RohitLakh commented 11 months ago

Preliminary Checks

[X] I have reviewed the documentation: https://unkey.dev/docs
[X] I have searched for existing issues: https://github.com/unkeyed/unkey/issues
[X] This issue is not a question, general help request, or anything other than a bug report directly related to Unkey. Please ask questions in our Discord community: https://unkey.dev/discord.

Reproduction / Replay Link (Optional)

No response

Issue Summary

The new routes that we have created for CF worker and a zod schema to check for header rather than headers so when we are not sending headers in the request zod doesn't check that.

Steps to Reproduce

Take any CF route
Remove auth header
Send request

Expected behavior

The request should send 400 when no headers are sent

Other information

No response

Screenshots

No response

Version info

- OS: Mac OS
- Node: 18.16.0
- npm: 9.5.1

perkinsjr commented 11 months ago

Our CF code isn't completed so testing against it at this time is probably not ideal. @chronark

RohitLakh commented 11 months ago

True, this came up while adding more routes to the CF worker section. So followed the new contribution guideline to push a fix.

chronark commented 11 months ago

There's a weird behaviour in hono where get and post routes use either header or headers.

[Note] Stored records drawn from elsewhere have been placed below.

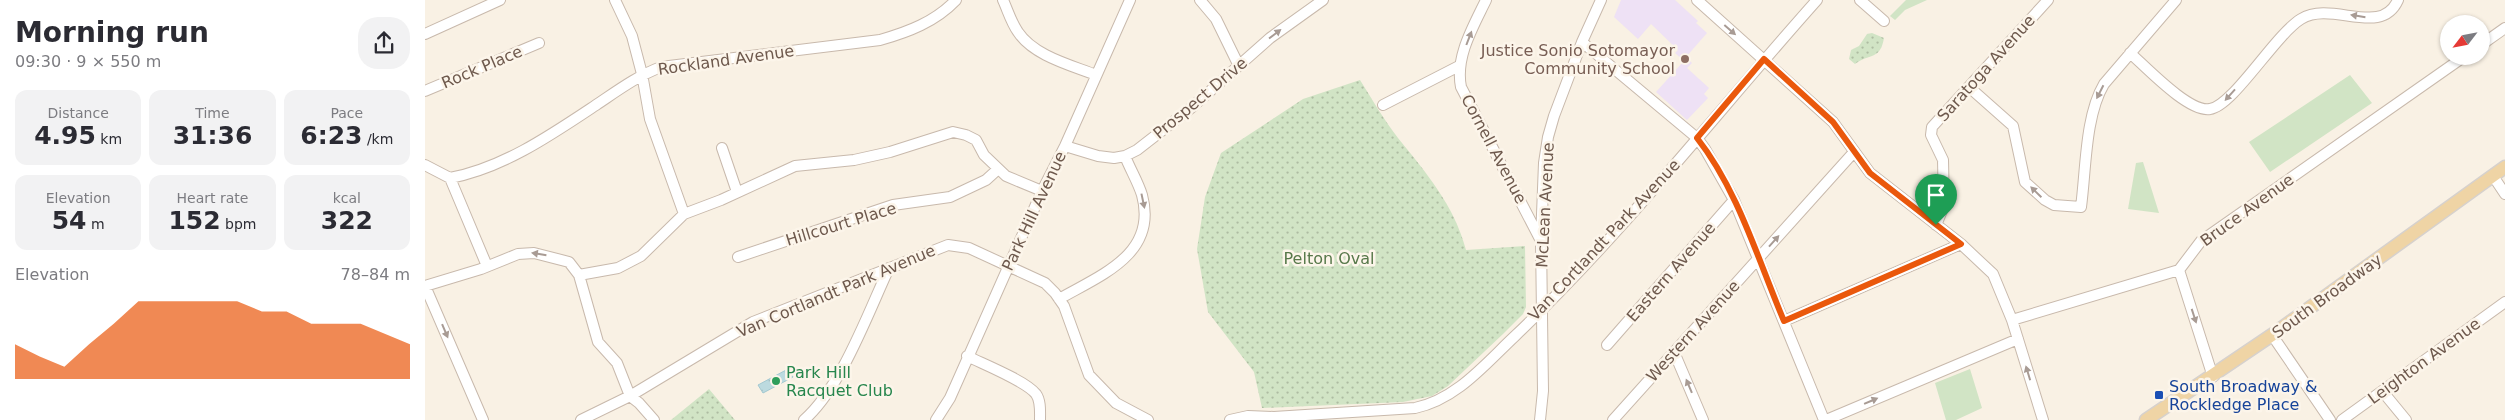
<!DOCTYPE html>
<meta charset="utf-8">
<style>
body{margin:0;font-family:"DejaVu Sans",sans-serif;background:#f2f2f3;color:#2b2b33;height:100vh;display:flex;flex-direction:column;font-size:19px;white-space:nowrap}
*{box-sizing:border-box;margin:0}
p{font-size:16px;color:#7c7c81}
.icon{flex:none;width:28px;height:28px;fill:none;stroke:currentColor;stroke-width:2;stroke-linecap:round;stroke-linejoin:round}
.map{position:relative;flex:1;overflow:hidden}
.side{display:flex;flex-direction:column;background:#fff;width:425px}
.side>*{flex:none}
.needle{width:32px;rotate:238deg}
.buttons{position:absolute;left:2015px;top:15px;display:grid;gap:10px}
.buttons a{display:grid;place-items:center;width:50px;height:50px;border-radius:50%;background:#fff;box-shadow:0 1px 4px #0004;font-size:25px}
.pin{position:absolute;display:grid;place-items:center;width:42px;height:42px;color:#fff;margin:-51px -21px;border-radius:50% 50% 50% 0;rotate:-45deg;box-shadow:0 0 5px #0007}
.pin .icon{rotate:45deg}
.round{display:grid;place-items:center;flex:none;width:52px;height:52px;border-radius:20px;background:#f2f2f3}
.overview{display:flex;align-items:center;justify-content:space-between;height:85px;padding:0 15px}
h1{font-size:28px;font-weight:700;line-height:38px}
.metrics{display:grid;grid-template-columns:repeat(3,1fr);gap:8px;height:85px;padding:5px 15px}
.metrics div{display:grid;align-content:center;border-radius:12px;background:#f2f2f3;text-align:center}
.metrics b{font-size:25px;font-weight:700}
.metrics small{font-size:14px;font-weight:400}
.metrics p{font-size:14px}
.chart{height:140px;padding:10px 15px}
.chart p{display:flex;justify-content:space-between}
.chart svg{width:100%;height:90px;margin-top:5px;fill:#ea580c;opacity:.7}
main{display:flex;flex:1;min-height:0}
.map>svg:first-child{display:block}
.education{fill:#eee1f5}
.green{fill:#d1e4c5}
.park{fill:url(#park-dots)}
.water{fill:url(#water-ripples);stroke:#a3c8d0}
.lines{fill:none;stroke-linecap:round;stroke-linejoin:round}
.minor-casing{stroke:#c8b9ac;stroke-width:12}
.major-casing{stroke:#d6d1cd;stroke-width:15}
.minor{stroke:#fff;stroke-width:10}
.major{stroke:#efd4a5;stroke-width:12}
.oneway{fill:#a89b94}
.route-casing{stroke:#fff;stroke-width:10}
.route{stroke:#ea580c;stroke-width:6}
.education-dot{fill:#8d6e63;stroke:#fcf5ea;stroke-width:2}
.leisure-dot{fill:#2e9e5b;stroke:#fcf5ea;stroke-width:2}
.transit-dot{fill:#1a4fb4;stroke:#fcf5ea;stroke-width:2}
.labels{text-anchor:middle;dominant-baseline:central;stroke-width:5;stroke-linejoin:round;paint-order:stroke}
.education-label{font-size:16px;fill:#785e54;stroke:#fcf5ea;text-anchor:end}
.street-label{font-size:16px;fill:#6e594d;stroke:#fcf5ea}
.park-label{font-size:16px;fill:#57784a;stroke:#fcf5ea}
.leisure-label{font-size:16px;fill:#27864d;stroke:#fcf5ea;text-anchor:start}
.transit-label{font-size:16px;fill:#164399;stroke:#fcf5ea;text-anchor:start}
</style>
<main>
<section class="side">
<div class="overview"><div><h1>Morning run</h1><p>09:30 · 9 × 550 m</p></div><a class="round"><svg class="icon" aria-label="share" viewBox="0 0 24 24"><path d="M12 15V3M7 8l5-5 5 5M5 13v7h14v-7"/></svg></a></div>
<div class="metrics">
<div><p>Distance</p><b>4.95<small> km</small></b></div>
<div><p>Time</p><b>31:36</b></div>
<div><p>Pace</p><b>6:23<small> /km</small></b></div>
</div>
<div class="metrics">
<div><p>Elevation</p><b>54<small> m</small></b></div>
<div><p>Heart rate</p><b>152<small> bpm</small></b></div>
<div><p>kcal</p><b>322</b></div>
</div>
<div class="chart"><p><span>Elevation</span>78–84 m</p>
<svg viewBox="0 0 160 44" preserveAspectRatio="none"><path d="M0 44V27L10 33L20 38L30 27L40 17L50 6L60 6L70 6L80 6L90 6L100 11L110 11L120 17L130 17L140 17L150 22L160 27V44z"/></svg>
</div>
</section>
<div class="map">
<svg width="2080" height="420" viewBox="0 0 2080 420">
<defs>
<pattern id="park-dots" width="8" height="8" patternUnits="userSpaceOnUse" patternTransform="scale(1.25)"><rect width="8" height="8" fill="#d1e4c5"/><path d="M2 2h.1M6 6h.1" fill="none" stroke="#aebca2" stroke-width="1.8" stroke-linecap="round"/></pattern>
<pattern id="water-ripples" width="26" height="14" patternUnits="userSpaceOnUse" patternTransform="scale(1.25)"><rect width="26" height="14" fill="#bcdadf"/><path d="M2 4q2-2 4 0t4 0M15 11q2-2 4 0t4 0" fill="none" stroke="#9db4b7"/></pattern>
</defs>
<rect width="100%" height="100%" fill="#f9f1e4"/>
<path class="education" d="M1196 0H1250L1273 21 1271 23 1282 33 1261 57 1267 63 1262 68 1284 88 1279 94 1283 98 1262 120 1231 92 1259 61 1250 53 1253 50 1226 24 1213 39 1189 17Z"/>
<path class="green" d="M1481 0H1502L1480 10 1470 20 1465 16Z
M1925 75 1947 103 1845 172 1824 142Z
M1718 162 1734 213 1703 209 1711 163Z
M1545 369 1557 408 1531 420H1521L1510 383Z"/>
<path class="park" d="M1447 33 1459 38C1455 61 1444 53 1430 64L1424 59 1426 50 1434 46 1442 34Z
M935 80C947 99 959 120 973 138 1002 174 1029 205 1041 250L1100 246 1101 307 1098 314 1078 334 1023 386 1007 396 978 402 837 408 829 372 783 312 772 249 780 197 796 153 878 99Z
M284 389 310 420H246Z"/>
<path class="water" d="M363 369 368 377 338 393 333 385Z"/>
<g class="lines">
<defs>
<path id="minor" d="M190 0 207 36 217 74 225 119 259 214
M578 0C583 11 586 22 593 32 609 56 646 65 671 75
M775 0 791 19 814 66
M1061 0C1048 27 1030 57 1036 87L1115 239
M1272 0 1408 122 1445 173 1536 244 1568 274 1587 320 1618 420
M1435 0 1459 21
M0 34 75 0
M1157 42 1272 138 1280 149 1309 200 1399 420
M2056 45 2080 28
M1705 53C1721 67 1764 113 1785 109 1808 106 1850 35 1876 19 1907 0 1956 38 1973 0
M1544 87 1588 126 1600 182 1620 200 1629 205 1656 207C1661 170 1660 116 1679 84L1751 0
M0 91 114 43
M958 105 1034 66
M640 146 673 156 689 158 700 156 712 150 766 108 845 38 898 0
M297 148 312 192
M0 165 25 178C78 168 126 135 171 105 192 91 212 76 236 67L455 40C483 32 510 22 531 0
M2068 176 2080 194
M25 178 62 266
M1511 225 1519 206 1518 160 1506 135 1507 127 1623 0
M313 257 468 205 525 197 561 180 572 170
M1754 270 1788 377
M154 275 193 268 216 256 259 214 296 200 370 166 429 160 465 152 528 132 541 135 551 140 559 155 581 176 617 191
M0 286 56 269 93 254 109 253 144 262 154 275 173 342 192 363 205 396 214 403 229 420
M0 286 58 420
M634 299C676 275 733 254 717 195 713 182 705 169 700 156
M1587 320 1754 270 1776 241 2040 56
M1359 321 1536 244
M1847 335 1905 420
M1182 345 1309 200
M1249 352 1278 420
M542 356C558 364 601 381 611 394 616 401 615 412 615 420
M1958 392 1981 420
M156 420 205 396 328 322 523 245 544 248 620 283 630 293 639 306 664 375 691 403 723 420
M379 420C416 388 443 313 464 268
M511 420 525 398 617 191 640 146 705 0
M805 420 823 416 849 417 990 408C1032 399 1060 364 1090 336 1199 232 1292 112 1392 0
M1115 420 1118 391 1116 240 1119 163 1123 137 1129 116 1157 42 1176 0
M1188 420 1429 152
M1401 420 1593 339
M1917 420 2080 302"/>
<path id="major" d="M1721 420 1847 335 2080 167"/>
</defs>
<use href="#minor" class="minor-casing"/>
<use href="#major" class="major-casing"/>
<use href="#minor" class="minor"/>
<use href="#major" class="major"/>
</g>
<defs><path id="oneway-solid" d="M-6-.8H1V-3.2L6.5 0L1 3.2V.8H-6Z" transform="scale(1.25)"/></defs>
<g class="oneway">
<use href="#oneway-solid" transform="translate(1933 16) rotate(-171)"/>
<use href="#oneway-solid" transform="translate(1305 30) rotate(41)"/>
<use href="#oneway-solid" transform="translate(850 34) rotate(-37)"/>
<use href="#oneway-solid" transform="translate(1044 38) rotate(-69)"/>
<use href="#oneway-solid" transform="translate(1675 92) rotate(117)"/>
<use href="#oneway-solid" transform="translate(1805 95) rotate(132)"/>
<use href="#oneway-solid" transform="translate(1611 192) rotate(-136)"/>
<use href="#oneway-solid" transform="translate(718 201) rotate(78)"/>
<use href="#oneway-solid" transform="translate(1349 241) rotate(-48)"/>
<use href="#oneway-solid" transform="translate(114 254) rotate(-171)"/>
<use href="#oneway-solid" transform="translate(1769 316) rotate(72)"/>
<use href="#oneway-solid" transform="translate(20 331) rotate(67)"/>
<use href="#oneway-solid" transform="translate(1603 373) rotate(-107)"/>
<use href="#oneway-solid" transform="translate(1264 386) rotate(-113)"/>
<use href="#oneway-solid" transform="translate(1446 401) rotate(-23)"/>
</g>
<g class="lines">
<defs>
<path id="route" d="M1339 59 1408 122 1445 173 1536 244 1359 321C1333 260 1313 190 1272 138Z"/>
</defs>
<use href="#route" class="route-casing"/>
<use href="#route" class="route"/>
</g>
<circle class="education-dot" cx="1260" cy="59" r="5"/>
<circle class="leisure-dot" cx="351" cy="381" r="5"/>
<rect class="transit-dot" x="1729" y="390" width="10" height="10" rx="2.5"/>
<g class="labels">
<g class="education-label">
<text x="1250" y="50">Justice Sonio Sotomayor<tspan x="1250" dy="18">Community School</tspan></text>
</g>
<g class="street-label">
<text transform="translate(301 60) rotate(-8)">Rockland Avenue</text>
<text transform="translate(57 67) rotate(-23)">Rock Place</text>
<text transform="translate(1561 68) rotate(-48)">Saratoga Avenue</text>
<text transform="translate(775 98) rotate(-40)">Prospect Drive</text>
<text transform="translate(1069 149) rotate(62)">Cornell Avenue</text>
<text transform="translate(1120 205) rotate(-87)">McLean Avenue</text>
<text transform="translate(1822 210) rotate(-36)">Bruce Avenue</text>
<text transform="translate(609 211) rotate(-65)">Park Hill Avenue</text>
<text transform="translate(416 224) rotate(-17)">Hillcourt Place</text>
<text transform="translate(1179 240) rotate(-47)">Van Cortlandt Park Avenue</text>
<text transform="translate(1246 272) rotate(-49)">Eastern Avenue</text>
<text transform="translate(411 291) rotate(-23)">Van Cortlandt Park Avenue</text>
<text transform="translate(1902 296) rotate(-36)">South Broadway</text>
<text transform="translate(1268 331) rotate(-48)">Western Avenue</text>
<text transform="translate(1999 361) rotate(-36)">Leighton Avenue</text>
</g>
<g class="park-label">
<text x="904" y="258">Pelton Oval</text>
</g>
<g class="leisure-label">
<text x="361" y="372">Park Hill<tspan x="361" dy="18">Racquet Club</tspan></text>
</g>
<g class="transit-label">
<text x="1744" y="386">South Broadway &amp;<tspan x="1744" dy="18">Rockledge Place</tspan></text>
</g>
</g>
</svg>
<div class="buttons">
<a><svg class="needle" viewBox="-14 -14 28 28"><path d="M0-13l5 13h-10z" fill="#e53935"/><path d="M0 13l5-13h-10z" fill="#7c7c81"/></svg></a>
</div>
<div class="pin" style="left:1511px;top:225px;background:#1e9e55"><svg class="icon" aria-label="arrive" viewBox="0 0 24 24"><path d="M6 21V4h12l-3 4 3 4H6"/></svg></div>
</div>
</main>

I haven't fully understood it yet

RohitLakh commented 11 months ago

So when we are using zod to check the schema we get headers in the autocomplete and while manually testing it with both header and headers, it turns out to be headers to be the check that we need to do using zod.

But when we are accessing the headers in the code to get some data. The documentation says that it will be depreciated and to use header to get the data.

I don't think that will based on the type of request that we have.

chronark commented 11 months ago

so what is the solution here? we use headers in the schema and header in the handler?

RohitLakh commented 11 months ago

Not in every place. Check the PR once.

chronark commented 11 months ago

why not in every place? I see the PR only adds it to some routes for API resources

RohitLakh commented 11 months ago

Ahh didn't add just updated header to headers for the routes where it was missing.

All the other routes were already using headers along with zod.